Hollywood is a lot like that idiotic kid of yours who, no matter how much confidence you allow, just can’t do anything right. You set up some optimism, let some benefit of the doubt slip in, and there he goes disappointing you yet again until you just stare at him thinking “Can’t you do anything right?” While Paul WS Anderson is that bad influence who keeps digging his hands into your affairs and fucking it up. In one drawn out obnoxious plot device, the sexy cheerleader girl asks her humble love interest: “Now… are you looking at me or the clock?” It’s almost as if she was talking to me, and I had to answer: “The Clock… the clock. Is it over yet?”
It’s bad enough that the scene is so utterly stupid, pointless, and meaningless when you consider that these people are all just walking corpses prepared for the slaughter, but the acting just stinks. Period. I cared for no one, not the army chick, not the pizza guy, not the bad ass ex-con, not the hunter guy. I know this sounds stupid, but I really didn’t memorize anyone’s name because the characters here are extremely interchangeable and so broadly drawn that they’re more concepts and clichés than individuals with personalities and charisma, and they face generic conflicts that are more melodramatic than anything. Will the sheriff prove himself as a leader? Will the army mom get the respect of her daughter? Will the bad-ass ex con teach his brother respect?

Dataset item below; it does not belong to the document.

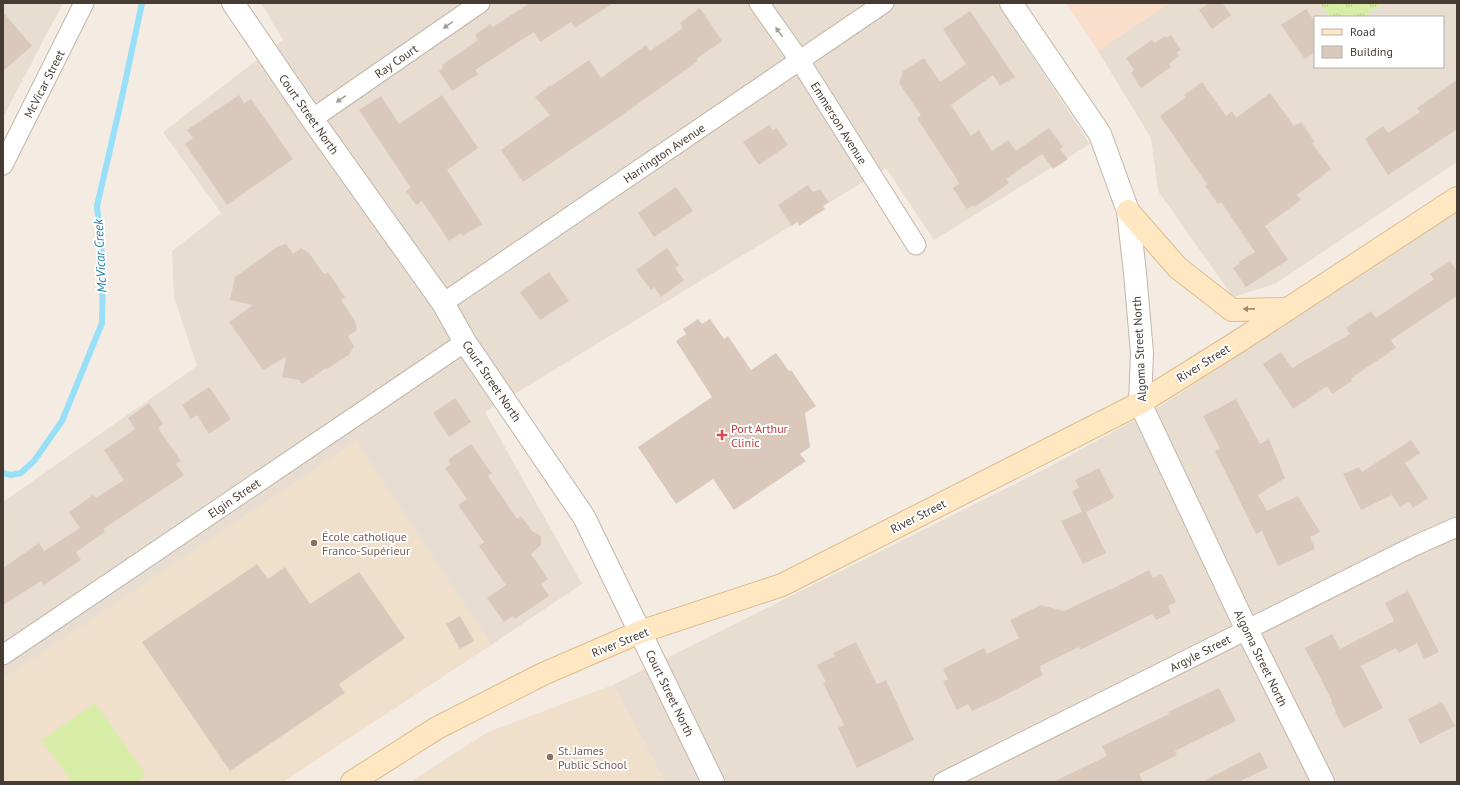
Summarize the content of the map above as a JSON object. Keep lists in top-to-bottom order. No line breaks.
{"streets":{"main road":["River Street"],"street":["Ray Court","McVicar Street","Court Street North","Emmerson Avenue","Harrington Avenue","Algoma Street North","Elgin Street","Argyle Street"]},"crossings":[["Ray Court","Court Street North"],["Court Street North","Harrington Avenue"],["Court Street North","River Street"],["Court Street North","Elgin Street"],["Emmerson Avenue","Harrington Avenue"],["Algoma Street North","River Street"],["Algoma Street North","Argyle Street"]],"one_way":["Ray Court"],"water":["McVicar Creek"],"places":{"health":["Port Arthur Clinic"],"other":["École catholique Franco-Supérieur","St. James Public School"]},"legend":["Road","Building"]}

Did they nuke the entire town including the babies in the hospital?! Will the cheerleader love the pizza guy? Will bad ass ex-con dude ever figure out how to use Predator’s gun? The biggest problem though, among many, is that the film takes such lengths in topping its predecessor with gore and violence that it never focuses on the truly annoying aspects from the first like boring characters, a weak plot motivation, and cheesy dialogue. But no we have to show a kid being killed by a chest burster: whoa, an alien popped out from a pregnant woman’s stomach: wow, a face was melted; who cares about the tricks when the magician is so annoying? That’s the question I kept asking. Meanwhile the Brothers Strause never quite ace the primary motivation for seeing this movie: Aliens fighting Predators.

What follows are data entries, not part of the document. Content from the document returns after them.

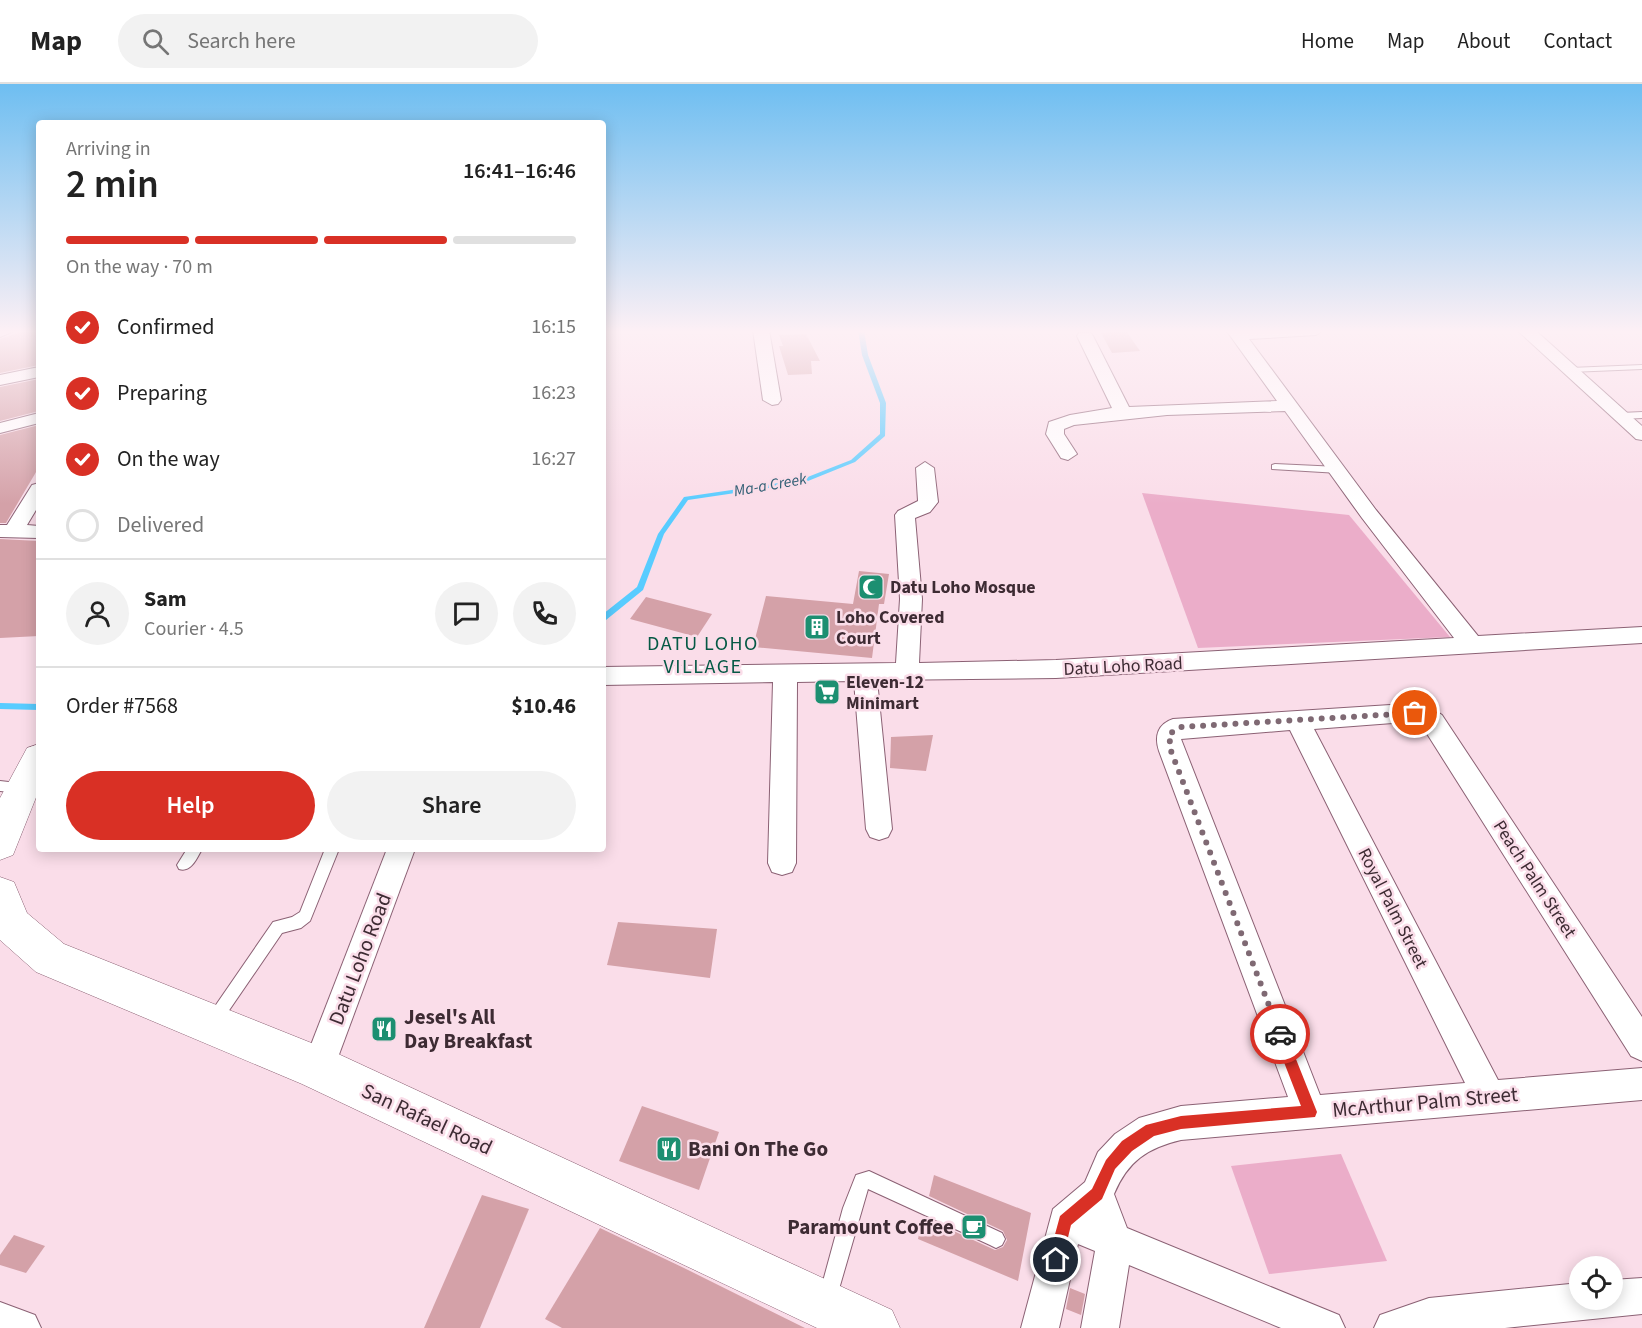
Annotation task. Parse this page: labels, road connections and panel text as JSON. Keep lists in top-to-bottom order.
{
  "streets": {
    "main road": ["San Rafael Road"],
    "street": [
      "Datu Loho Road",
      "Peach Palm Street",
      "Royal Palm Street",
      "McArthur Palm Street"
    ]
  },
  "crossings": [
    ["Datu Loho Road", "San Rafael Road"],
    ["Peach Palm Street", "Royal Palm Street"],
    ["Royal Palm Street", "McArthur Palm Street"]
  ],
  "districts": ["DATU LOHO VILLAGE"],
  "water": ["Ma-a Creek"],
  "places": {
    "mosque": ["Datu Loho Mosque"],
    "building": ["Loho Covered Court"],
    "supermarket": ["Eleven-12 Minimart"],
    "restaurant": ["Jesel's All Day Breakfast", "Bani On The Go"],
    "cafe": ["Paramount Coffee"]
  },
  "page": {
    "header": "Map",
    "search": "Search here",
    "nav": [
      "Home",
      "Map",
      "About",
      "Contact"
    ],
    "heading": ["2 min", "Arriving in", "16:41–16:46"],
    "panel": [
      "Sam",
      "Courier · 4.5",
      "Order #7568",
      "$10.46"
    ],
    "bar": "On the way · 70 m",
    "list": [
      ["Confirmed", "16:15"],
      ["Preparing", "16:23"],
      ["On the way", "16:27"],
      "Delivered"
    ],
    "buttons": ["Help", "Share"]
  }
}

Instead I never knew what was happening because all of the action is confined to small dark spaces where all of the movement and excitement is incredibly incoherent because the Strause brothers never aim for an epic scale. They just film the fights in small shots and the general atmosphere is one of pure apathy. Even when the Predalien (or is it the Alienator?), and the big bad Predator battle it out in the climax, I could’ve cared less. The Predalien is always obscured and kept in the darkness, while the main predator is a boring character with no real depth beyond it being a grand poobah of the predator race. Frankly, I didn’t know what the fuck was going on, and Brothers proved that between the two of them, they couldn’t film a decent fight between the two baddies.
Shapes moved, screams were heard, and I sat there constantly confused as to what was occurring before me. If you’re selling this battle royale, why keep us from watching it? And if you’re aiming for a hardcore R film, why not show the actual gore? Much more severe, is that Shane Salemo has two narratives that are so different that they never combine to form a strong uniting arc. At one point we’re dealing with a light and bittersweet CW drama about a small town and an ensemble of characters trying to overcome conflicts in their lives. The next point we’re down in the darkness with the Predators and Aliens tussling, and I’m left wondering why I felt like I was watching two different movies that never quite came together as a parallel arc beyond the clunky “They’re all fighting personal wars” motif that was about as subtle as a falling boulder and twice as clunky.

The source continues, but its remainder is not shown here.